Listened to the commentary track on Dirty Harry and wasn't surprised to hear that it caused many libs to wee-wee their panties back when whining was still a legitimate form of argument. Still, it's funny and sad to read that Pauline Kael and Roger Ebert -- and lots of others, judging from the hundreds of thousands of google results -- throw the word "fascist" around when describing the moral worldview of the movie.

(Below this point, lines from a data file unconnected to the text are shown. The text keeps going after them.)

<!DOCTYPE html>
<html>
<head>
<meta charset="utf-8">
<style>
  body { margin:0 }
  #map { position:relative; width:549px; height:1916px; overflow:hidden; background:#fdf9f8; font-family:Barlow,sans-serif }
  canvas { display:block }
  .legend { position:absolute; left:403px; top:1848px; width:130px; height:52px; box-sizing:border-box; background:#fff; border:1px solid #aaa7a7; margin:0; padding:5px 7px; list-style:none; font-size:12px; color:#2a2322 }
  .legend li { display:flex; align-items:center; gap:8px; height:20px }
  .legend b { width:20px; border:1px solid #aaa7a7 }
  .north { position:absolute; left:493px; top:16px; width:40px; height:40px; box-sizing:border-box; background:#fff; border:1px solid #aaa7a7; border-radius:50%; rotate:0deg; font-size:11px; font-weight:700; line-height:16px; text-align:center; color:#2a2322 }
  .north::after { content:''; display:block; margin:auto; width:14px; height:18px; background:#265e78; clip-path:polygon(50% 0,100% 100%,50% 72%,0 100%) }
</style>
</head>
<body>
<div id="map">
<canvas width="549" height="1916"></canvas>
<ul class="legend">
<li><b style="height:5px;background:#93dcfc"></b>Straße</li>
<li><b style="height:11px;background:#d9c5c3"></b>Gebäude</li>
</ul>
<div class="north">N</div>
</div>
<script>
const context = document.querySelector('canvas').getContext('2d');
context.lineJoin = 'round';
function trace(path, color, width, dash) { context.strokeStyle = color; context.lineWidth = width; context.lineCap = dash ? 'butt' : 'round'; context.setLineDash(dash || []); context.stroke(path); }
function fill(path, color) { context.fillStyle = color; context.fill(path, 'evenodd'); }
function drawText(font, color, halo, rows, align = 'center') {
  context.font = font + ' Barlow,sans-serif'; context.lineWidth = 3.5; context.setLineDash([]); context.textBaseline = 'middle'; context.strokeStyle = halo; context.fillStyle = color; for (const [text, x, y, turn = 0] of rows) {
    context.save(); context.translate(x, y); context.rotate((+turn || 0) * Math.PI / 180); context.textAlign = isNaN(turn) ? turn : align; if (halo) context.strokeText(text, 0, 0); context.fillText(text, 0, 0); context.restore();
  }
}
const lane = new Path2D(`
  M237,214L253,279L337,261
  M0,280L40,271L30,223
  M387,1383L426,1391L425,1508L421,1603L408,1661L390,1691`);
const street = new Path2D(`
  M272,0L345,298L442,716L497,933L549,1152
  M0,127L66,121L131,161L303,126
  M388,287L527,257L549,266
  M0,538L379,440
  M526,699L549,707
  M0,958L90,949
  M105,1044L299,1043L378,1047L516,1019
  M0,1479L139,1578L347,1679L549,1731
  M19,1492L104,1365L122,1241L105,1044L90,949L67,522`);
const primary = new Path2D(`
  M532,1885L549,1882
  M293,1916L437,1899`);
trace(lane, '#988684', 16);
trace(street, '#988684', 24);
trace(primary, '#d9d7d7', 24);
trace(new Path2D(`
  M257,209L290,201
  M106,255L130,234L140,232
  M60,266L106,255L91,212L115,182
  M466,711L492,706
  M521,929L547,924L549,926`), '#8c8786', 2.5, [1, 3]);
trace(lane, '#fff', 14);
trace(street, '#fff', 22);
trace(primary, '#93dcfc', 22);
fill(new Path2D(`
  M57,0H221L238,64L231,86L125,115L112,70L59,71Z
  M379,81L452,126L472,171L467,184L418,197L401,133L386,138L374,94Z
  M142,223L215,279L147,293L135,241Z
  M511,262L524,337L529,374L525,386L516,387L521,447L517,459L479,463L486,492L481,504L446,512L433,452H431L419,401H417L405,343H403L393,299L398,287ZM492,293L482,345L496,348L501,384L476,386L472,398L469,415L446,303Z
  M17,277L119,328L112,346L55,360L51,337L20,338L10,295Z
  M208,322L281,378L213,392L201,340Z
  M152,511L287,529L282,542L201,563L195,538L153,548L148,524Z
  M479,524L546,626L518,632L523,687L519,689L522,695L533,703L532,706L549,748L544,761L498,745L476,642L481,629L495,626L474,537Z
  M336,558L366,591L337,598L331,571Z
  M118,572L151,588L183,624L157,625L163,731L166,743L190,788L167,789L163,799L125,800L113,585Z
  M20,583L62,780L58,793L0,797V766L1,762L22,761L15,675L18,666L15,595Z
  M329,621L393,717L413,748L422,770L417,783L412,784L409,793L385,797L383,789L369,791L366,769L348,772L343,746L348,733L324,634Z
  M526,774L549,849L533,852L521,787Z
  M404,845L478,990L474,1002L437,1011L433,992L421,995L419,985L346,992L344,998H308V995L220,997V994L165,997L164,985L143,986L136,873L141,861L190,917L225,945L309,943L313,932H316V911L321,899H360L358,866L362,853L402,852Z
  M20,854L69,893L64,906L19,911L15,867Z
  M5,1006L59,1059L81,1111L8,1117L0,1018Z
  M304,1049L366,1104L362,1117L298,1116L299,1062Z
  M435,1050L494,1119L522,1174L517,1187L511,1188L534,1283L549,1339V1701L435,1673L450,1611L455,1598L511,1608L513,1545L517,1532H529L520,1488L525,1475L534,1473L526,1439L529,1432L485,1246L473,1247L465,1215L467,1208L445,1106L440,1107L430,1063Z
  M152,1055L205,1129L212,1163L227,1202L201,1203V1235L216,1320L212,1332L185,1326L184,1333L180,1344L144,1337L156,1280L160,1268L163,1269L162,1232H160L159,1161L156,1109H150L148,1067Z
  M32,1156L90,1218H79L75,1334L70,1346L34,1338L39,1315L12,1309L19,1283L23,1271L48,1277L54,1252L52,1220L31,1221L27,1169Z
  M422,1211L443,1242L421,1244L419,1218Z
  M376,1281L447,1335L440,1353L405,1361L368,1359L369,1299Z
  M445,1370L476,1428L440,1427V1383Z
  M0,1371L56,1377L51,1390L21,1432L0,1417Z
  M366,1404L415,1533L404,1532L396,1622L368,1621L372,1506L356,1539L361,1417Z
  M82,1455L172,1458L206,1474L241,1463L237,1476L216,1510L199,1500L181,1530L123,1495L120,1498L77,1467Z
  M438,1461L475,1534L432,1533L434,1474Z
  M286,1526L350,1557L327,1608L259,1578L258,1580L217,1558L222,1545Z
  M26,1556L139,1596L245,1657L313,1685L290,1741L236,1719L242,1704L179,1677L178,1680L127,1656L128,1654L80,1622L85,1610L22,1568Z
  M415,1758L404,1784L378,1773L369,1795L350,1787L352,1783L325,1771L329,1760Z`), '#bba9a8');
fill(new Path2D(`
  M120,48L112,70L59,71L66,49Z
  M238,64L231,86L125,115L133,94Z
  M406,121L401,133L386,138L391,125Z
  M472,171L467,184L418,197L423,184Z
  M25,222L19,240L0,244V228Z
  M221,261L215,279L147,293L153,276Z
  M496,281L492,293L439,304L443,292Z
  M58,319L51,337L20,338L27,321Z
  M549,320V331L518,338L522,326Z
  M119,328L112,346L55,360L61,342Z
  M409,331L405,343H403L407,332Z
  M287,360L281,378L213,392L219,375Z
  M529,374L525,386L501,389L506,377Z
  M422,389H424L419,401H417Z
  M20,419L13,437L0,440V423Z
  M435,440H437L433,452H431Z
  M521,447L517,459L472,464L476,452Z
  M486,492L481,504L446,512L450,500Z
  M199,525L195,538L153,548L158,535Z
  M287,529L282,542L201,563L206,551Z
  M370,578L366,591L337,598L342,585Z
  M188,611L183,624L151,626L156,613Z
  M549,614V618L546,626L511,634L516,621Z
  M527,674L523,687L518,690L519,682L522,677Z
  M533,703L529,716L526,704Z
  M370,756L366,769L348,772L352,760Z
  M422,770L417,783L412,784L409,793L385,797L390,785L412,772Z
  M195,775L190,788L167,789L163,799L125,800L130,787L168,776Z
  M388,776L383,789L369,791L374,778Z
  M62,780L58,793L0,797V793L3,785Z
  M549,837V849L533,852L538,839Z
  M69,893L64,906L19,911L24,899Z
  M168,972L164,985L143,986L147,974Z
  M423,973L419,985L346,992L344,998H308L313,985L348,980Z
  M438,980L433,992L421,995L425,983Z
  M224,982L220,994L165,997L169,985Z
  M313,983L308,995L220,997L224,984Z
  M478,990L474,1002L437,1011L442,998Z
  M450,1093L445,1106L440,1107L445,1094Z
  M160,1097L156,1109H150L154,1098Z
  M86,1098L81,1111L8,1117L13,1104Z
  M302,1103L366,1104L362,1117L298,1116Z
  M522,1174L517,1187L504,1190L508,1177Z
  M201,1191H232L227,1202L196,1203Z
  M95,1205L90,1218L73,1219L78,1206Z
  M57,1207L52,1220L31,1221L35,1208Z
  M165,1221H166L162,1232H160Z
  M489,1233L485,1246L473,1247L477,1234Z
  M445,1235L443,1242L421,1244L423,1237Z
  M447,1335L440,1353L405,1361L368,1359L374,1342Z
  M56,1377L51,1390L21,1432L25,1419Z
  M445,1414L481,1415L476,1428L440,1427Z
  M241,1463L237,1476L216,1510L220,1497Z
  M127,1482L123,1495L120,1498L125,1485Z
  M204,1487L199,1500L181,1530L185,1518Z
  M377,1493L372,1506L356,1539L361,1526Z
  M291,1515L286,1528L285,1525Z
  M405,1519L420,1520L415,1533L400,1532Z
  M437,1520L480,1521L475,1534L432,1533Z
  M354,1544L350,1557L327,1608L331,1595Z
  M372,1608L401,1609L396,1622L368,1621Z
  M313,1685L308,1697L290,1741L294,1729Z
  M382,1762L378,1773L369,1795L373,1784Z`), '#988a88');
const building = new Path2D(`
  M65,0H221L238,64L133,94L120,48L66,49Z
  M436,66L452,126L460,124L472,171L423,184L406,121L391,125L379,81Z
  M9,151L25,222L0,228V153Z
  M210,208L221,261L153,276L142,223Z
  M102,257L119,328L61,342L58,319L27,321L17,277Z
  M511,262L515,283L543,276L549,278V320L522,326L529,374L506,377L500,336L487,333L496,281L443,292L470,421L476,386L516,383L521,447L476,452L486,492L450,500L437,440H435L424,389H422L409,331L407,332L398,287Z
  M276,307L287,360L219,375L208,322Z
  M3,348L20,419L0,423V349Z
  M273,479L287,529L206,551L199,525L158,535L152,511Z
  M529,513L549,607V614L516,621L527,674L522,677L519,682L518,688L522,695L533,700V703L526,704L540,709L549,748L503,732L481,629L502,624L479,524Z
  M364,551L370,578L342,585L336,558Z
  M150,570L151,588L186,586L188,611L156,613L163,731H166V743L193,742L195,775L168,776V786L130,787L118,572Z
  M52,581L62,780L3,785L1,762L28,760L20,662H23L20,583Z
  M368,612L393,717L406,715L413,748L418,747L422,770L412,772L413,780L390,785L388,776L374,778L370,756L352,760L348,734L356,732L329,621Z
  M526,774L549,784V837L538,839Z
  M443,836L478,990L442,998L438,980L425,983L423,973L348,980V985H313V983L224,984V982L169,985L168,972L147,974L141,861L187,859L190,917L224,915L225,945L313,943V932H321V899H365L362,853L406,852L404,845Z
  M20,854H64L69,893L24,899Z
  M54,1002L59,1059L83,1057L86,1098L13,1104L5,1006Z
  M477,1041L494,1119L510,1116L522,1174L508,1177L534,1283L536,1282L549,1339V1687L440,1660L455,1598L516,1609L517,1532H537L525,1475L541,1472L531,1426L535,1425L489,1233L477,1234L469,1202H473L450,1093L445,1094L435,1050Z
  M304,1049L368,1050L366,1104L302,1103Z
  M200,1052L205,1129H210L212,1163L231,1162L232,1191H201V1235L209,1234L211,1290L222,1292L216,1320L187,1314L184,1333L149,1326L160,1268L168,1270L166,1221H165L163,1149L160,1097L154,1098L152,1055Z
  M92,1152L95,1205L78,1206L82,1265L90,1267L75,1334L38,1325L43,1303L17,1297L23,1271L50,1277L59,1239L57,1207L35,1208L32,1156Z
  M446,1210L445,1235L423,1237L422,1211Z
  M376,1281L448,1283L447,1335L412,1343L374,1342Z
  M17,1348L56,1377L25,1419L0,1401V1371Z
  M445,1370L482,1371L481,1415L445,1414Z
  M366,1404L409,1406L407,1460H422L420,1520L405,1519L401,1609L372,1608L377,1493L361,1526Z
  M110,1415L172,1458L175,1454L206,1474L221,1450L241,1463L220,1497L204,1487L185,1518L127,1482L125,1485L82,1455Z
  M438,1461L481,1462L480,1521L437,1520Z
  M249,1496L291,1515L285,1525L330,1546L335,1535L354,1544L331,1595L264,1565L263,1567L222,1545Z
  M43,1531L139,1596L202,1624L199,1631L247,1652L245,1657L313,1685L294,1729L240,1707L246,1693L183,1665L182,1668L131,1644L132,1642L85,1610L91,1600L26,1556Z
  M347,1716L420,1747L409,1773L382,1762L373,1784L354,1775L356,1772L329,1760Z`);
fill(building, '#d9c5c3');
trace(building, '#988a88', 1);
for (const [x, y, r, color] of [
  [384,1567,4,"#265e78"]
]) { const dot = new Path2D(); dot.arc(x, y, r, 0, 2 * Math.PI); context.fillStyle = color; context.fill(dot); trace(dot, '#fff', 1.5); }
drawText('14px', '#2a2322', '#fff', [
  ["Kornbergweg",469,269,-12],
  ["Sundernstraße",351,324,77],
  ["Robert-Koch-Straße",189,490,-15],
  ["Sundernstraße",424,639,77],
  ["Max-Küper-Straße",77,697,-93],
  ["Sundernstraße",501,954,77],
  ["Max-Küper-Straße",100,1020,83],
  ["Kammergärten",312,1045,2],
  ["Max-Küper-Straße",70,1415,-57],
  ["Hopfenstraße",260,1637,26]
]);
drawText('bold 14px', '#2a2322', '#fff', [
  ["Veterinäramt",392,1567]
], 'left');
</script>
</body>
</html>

Now, that was 1971 when the counter-culture was still strong, and I realize that people don't ejaculate the term so often in public these days. But it nevertheless shows just how stupid the political culture was, and to some extent still is, when famous critics can use the word "fascist" -- with all its images of rigid hierarchy, marching in lockstep, knowing and unquestioningly respecting your given role so that the machine functions smoothly, etc. -- to describe a do-what-you-think-is-best outlook, and a way of acting that cuts the individual free of the society's regulations if they are only getting in the way of achieving the goal (here, of protecting the group).
If anything from that era was totalitarian, it was the liberal bureaucracy that told Dirty Harry to just follow orders from above, to not second-guess their appropriateness by thinking for himself. This is for the greater good: after all, when one piece wiggles out of its proper place in the machine, it will throw every other sub-system outta-whack, and the broken apparatus will no longer be able to protect the group. So just shut up and do as you're told.
I'm sure there are conservative morons who think Dirty Harry shows the value of hierarchical discipline and obeying authority, but they don't make it into the critics circle, so I couldn't easily find any famous examples.
The mandarin class is fundamentally drawn to the powerful -- at least when their favorite party is in power -- so they are always caught completely off-guard when Dirty Harry figures arise. I mean, they just don't make any sense. Vigilantes are anti-authoritarian, which is good if our guys are not in power but bad if they are. And they're acting to protect the larger community (unlike anti-authoritarian loner / hermit types), which is good, but their protection reaches a level that the rulers have proven impotent to achieve. This embarrasses and even discredits the rulers, and again that's good if our guys are not in power but bad if they are.
So sure, if the other guys are in power, let's welcome the vigilantes -- just think of the terrible publicity it'll give our rivals. Then again, given how the enjoyment of power fluctuates between parties, you know what, it's better to not risk being on the side of loose cannons, just in case it's us who's in power.
This explains why so much criticism of movies that treat the theme of authority sounds ridiculous -- since the intellectual class only talks to itself and lusts for power or at least influence over the powerful, they only hear arguments that take the sanctity of following orders for granted. They argue instead over whose plan for society should be rigidly adhered to, lest the whole thing come crumbling apart. The handful of anti-authoritarians who go into academia, the media, etc., are of the loner / hermit type who want to cast off society's shackles so that they can be left alone to themselves and maybe their family, not so that they can better do their job as a member of the team or group or community. They watch X-Files, not Aliens.
I'm not sure where to go to find commentators who might get it. Obviously not the typical places where critics hang out. But outside-the-establishment haunts on the internet are mostly peopled by nerds, and they too fall into the same groups as mainstream critics, although with more of the "just leave me alone" / "the truth is out there" hermits, and fewer chap-lipped dicksuckers of the powerful. If anyone's run across a good place online or off, say where in the comments.